Task to complete — With the line containing "display:grid; place-items:center; width:54px;" as the final line, restate exactly every line of the data below from the first one onward, and copy no pictures.

===

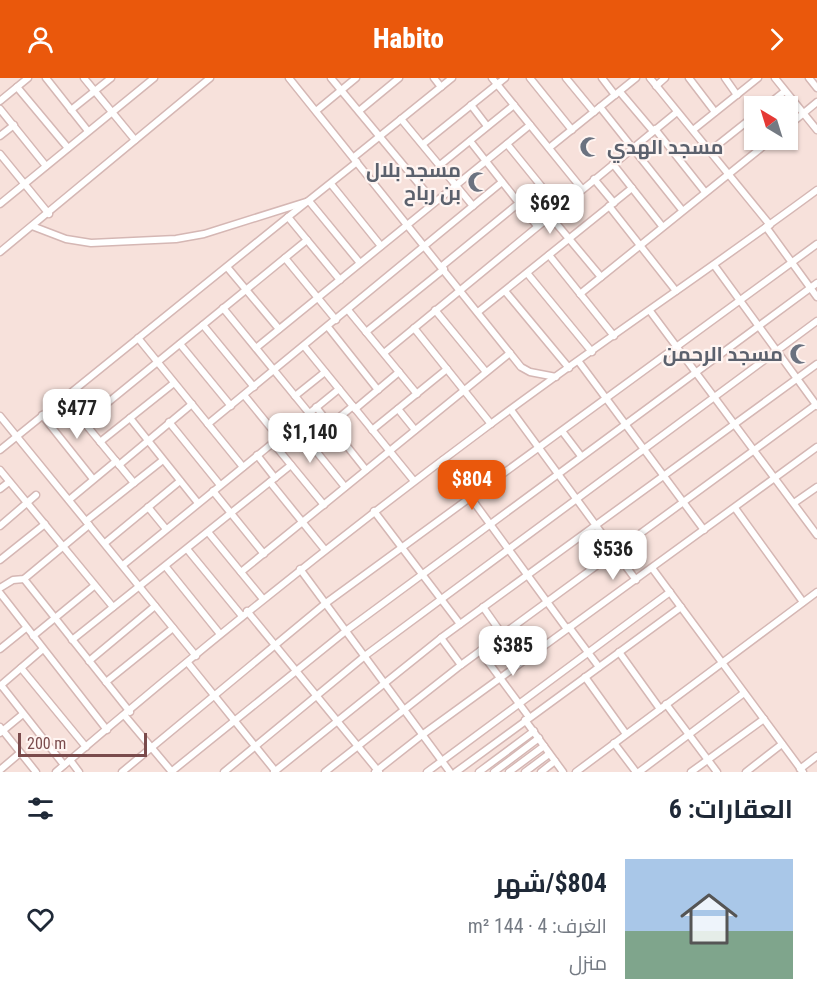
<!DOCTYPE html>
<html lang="ar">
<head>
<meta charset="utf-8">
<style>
  body { margin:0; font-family:"Roboto Condensed",Cairo,sans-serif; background:#f6f6f7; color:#1f2937; direction:rtl; height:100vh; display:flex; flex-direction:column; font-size:22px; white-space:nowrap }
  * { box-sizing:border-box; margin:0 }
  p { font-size:20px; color:#747a83 }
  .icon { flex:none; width:33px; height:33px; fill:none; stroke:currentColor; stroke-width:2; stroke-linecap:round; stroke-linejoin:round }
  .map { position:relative; height:694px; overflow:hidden; direction:ltr }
  .details { display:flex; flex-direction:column; background:#fff; flex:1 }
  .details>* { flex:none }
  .needle { width:39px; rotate:322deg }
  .fabs { position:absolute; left:744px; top:18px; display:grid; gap:12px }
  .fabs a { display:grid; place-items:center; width:54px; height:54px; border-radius:0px; background:#fff; box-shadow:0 2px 4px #0004; font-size:30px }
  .scale { position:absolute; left:18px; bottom:15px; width:129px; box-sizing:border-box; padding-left:6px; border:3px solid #7a4b4c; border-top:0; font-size:16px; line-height:21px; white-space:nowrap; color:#7a4b4c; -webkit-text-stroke:4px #fff5f2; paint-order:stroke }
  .price { position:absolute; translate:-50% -51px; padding:0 14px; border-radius:12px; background:#fff; color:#222; font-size:20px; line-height:39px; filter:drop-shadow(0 2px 3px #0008) }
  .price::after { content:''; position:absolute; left:50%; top:36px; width:18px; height:14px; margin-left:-9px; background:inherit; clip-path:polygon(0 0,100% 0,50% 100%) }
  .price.current { background:#ea580c; color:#fff }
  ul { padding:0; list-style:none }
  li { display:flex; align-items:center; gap:18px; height:150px; padding:0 24px }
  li+li { border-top:2px solid #e0e1e3 }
  li span { display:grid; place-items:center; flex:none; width:168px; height:120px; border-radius:0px; color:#555 }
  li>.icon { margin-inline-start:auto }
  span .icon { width:72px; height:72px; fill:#fffc; stroke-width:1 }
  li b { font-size:26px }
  h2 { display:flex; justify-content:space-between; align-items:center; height:72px; padding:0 24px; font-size:26px }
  header { display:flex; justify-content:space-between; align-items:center; height:78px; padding:0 24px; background:#ea580c; color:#fff; font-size:27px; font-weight:800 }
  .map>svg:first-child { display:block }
  .residential { fill:#f7e1db; fill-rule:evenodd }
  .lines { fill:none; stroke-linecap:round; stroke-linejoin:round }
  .minor-casing { stroke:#d5b7b4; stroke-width:9 }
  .minor { stroke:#fff; stroke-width:6 }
  .labels { text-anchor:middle; stroke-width:4.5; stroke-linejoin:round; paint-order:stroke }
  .worship-label { font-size:20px; font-weight:bold; fill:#5b616d; stroke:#fff5f2; text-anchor:end }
</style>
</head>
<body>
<header><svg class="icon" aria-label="forward" viewBox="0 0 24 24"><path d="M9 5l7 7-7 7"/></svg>Habito<svg class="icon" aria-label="person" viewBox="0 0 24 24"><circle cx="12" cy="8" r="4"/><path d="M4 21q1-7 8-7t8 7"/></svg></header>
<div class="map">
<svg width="817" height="694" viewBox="0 0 817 694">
  <rect width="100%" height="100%" fill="#fdefeb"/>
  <path class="residential" d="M0 0H817V694H0ZM754 28H788V62H754Z"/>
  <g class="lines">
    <g class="minor-casing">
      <g id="minor">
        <path d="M46 0 88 53"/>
        <path d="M84 0 135 62"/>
        <path d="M289 0 521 289 530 294 556 299"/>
        <path d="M331 0 434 124"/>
        <path d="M434 0 441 9"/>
        <path d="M492 0 582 111"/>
        <path d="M530 0 572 52"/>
        <path d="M566 0 594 34"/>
        <path d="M602 0 615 17"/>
        <path d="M650 0 770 147"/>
        <path d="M689 0 715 34"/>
        <path d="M725 0 737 17"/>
        <path d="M775 0 817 52"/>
        <path d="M809 0 817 10"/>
        <path d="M656 8 665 0"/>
        <path d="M17 9 68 70"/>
        <path d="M620 14 653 53"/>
        <path d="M0 23 28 0"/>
        <path d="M471 27 487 48"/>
        <path d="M766 28 785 13"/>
        <path d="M600 29 682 132"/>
        <path d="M0 31 46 88"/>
        <path d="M71 32 111 0"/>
        <path d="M316 33 356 0"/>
        <path d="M359 33 399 0"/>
        <path d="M401 41 473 128"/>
        <path d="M788 48 817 24"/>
        <path d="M655 51 705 114"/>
        <path d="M693 52 758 0"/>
        <path d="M0 58 14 47"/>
        <path d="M470 63 537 148"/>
        <path d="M423 66 505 0"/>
        <path d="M507 66 559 130"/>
        <path d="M549 70 636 0"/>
        <path d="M710 73 754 38"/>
        <path d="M0 76 49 136"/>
        <path d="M354 79 452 0"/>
        <path d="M613 86 662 148"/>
        <path d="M440 87 514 27"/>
        <path d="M594 101 614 125"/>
        <path d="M331 106 381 168"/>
        <path d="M309 123 360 185"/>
        <path d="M0 126 154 0"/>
        <path d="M609 128 676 213"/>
        <path d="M550 138 601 199"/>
        <path d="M32 148 66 161 91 165 176 161 204 156 309 123"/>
        <path d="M766 149 817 219"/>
        <path d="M0 174 210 0"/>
        <path d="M549 177 614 258"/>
        <path d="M285 180 336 242"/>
        <path d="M714 187 817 328"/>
        <path d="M442 188 519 125"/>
        <path d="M227 189 279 251"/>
        <path d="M527 195 592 274"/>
        <path d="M340 202 288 139 357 84"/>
        <path d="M505 213 569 290"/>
        <path d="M580 216 771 62"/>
        <path d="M223 230 309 335"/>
        <path d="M348 232 417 316"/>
        <path d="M435 232 486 294"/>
        <path d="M650 233 817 457"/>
        <path d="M478 234 632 110"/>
        <path d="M203 247 254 309"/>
        <path d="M328 249 378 312"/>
        <path d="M414 250 491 346"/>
        <path d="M366 254 444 191"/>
        <path d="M138 260 243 389"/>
        <path d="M180 266 231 328"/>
        <path d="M304 268 414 403"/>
        <path d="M256 270 530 47"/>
        <path d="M384 275 677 34"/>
        <path d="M579 284 704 452"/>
        <path d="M244 317 279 360"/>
        <path d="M295 318 325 294"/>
        <path d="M64 320 134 405"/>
        <path d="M316 329 366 392"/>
        <path d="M355 331 399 294"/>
        <path d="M398 331 415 352"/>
        <path d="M511 332 636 502"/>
        <path d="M42 337 93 401"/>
        <path d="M0 338 196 578"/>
        <path d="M130 340 198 425"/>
        <path d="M84 344 307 162"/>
        <path d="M169 344 220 407"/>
        <path d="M208 346 502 104"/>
        <path d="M295 347 345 409"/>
        <path d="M330 347 353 328"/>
        <path d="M372 352 447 291"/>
        <path d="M562 353 581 378"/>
        <path d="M100 364 174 305"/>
        <path d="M273 365 324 427"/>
        <path d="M0 372 288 139"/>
        <path d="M257 377 275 400"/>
        <path d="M443 382 567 551"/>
        <path d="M119 387 192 326"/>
        <path d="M0 392 113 529"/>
        <path d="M270 404 325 472"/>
        <path d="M0 411 9 404"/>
        <path d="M213 413 264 476"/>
        <path d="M69 422 116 383"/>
        <path d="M794 425 817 409"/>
        <path d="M148 429 166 451"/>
        <path d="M735 430 803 524"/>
        <path d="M374 433 460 546"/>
        <path d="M86 443 163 382"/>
        <path d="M0 448 36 417"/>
        <path d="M208 454 263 521"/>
        <path d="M105 465 180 403"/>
        <path d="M187 471 242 538"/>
        <path d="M0 482 45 446"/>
        <path d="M123 487 339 311"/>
        <path d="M166 489 220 556"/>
        <path d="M652 490 803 694"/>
        <path d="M300 491 450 694"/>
        <path d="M241 494 510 275"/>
        <path d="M24 501 130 634"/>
        <path d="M0 510 13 502 24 501 89 447"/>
        <path d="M0 515 107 652"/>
        <path d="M483 529 502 556"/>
        <path d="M247 533 379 694"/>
        <path d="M569 549 599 589"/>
        <path d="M33 558 94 508"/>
        <path d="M441 560 461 587"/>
        <path d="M72 562 291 387"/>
        <path d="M0 571 26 550"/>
        <path d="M480 573 529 639"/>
        <path d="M619 574 660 631"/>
        <path d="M89 583 155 528"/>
        <path d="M188 585 276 694"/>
        <path d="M21 590 86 669"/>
        <path d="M585 599 626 656"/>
        <path d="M106 604 173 550"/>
        <path d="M1 607 64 687"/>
        <path d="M0 608 43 571"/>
        <path d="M666 626 717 694"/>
        <path d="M125 638 172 694"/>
        <path d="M525 642 563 694"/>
        <path d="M0 649 36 694"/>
        <path d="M0 655 23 636"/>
        <path d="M614 665 636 694"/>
        <path d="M70 682 79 694"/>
        <path d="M800 691 817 678"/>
        <path d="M0 692 20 675"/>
        <path d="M56 694C196 574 340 458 488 348 596 267 709 192 817 112"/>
        <path d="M122 694 326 525 817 166"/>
        <path d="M171 694 347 552 817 205"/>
        <path d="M224 694 366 577 817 243"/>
        <path d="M274 694 441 560 817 286"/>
        <path d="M325 694 461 587 817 326"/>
        <path d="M375 694 422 657 817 369"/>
        <path d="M427 694 670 514"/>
        <path d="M456 694 681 529"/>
        <path d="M479 694 534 653"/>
        <path d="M494 694 539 660"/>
        <path d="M509 694 544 668"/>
        <path d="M525 694 549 676"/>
        <path d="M541 694 555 683"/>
        <path d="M576 694 817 514"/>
        <path d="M639 694 744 615"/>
        <path d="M691 694 764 641"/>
        <path d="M746 694 782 666"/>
      </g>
    </g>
    <use href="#minor" class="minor"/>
  </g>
  <defs>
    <g id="mosque-bare" transform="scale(1.62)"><path d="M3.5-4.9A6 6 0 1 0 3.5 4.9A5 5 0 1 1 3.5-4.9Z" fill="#6b7280" stroke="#fff5f2" stroke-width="2.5" paint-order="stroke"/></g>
  </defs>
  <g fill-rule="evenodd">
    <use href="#mosque-bare" x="590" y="69"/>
    <use href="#mosque-bare" x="478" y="104"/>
    <use href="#mosque-bare" x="800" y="276"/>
  </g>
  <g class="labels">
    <g class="worship-label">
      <text x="607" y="76" text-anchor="start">مسجد الهدي</text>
      <text x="461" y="99">مسجد بلال<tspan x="461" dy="23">بن رباح</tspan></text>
      <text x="783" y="283">مسجد الرحمن</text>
    </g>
  </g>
</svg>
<div class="fabs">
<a><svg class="needle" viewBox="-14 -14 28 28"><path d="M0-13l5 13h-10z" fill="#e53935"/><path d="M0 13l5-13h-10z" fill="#747a83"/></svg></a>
</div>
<div class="scale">200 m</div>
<b class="price" style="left:550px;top:157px">$692</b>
<b class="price" style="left:77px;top:362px">$477</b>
<b class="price" style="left:310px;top:386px">$1,140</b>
<b class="price current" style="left:472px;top:433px">$804</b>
<b class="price" style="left:613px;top:503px">$536</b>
<b class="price" style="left:513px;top:599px">$385</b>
</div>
<section class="details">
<h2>العقارات: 6<svg class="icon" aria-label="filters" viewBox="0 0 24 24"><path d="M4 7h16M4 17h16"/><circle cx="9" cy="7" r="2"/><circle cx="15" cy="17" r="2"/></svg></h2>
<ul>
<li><span style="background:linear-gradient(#a9c7e8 60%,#7fa58c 0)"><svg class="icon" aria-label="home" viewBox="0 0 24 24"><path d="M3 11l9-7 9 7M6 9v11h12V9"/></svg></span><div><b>$804/شهر</b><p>الغرف: 4 · 144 m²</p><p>منزل</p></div><svg class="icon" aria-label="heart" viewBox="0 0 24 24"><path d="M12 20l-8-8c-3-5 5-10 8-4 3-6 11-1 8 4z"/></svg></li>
</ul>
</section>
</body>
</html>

===

Response area —
<!DOCTYPE html>
<html lang="ar">
<head>
<meta charset="utf-8">
<style>
  body { margin:0; font-family:"Roboto Condensed",Cairo,sans-serif; background:#f6f6f7; color:#1f2937; direction:rtl; height:100vh; display:flex; flex-direction:column; font-size:22px; white-space:nowrap }
  * { box-sizing:border-box; margin:0 }
  p { font-size:20px; color:#747a83 }
  .icon { flex:none; width:33px; height:33px; fill:none; stroke:currentColor; stroke-width:2; stroke-linecap:round; stroke-linejoin:round }
  .map { position:relative; height:694px; overflow:hidden; direction:ltr }
  .details { display:flex; flex-direction:column; background:#fff; flex:1 }
  .details>* { flex:none }
  .needle { width:39px; rotate:322deg }
  .fabs { position:absolute; left:744px; top:18px; display:grid; gap:12px }
  .fabs a { display:grid; place-items:center; width:54px; height:54px; border-radius:0px; background:#fff; box-shadow:0 2px 4px #0004; font-size:30px }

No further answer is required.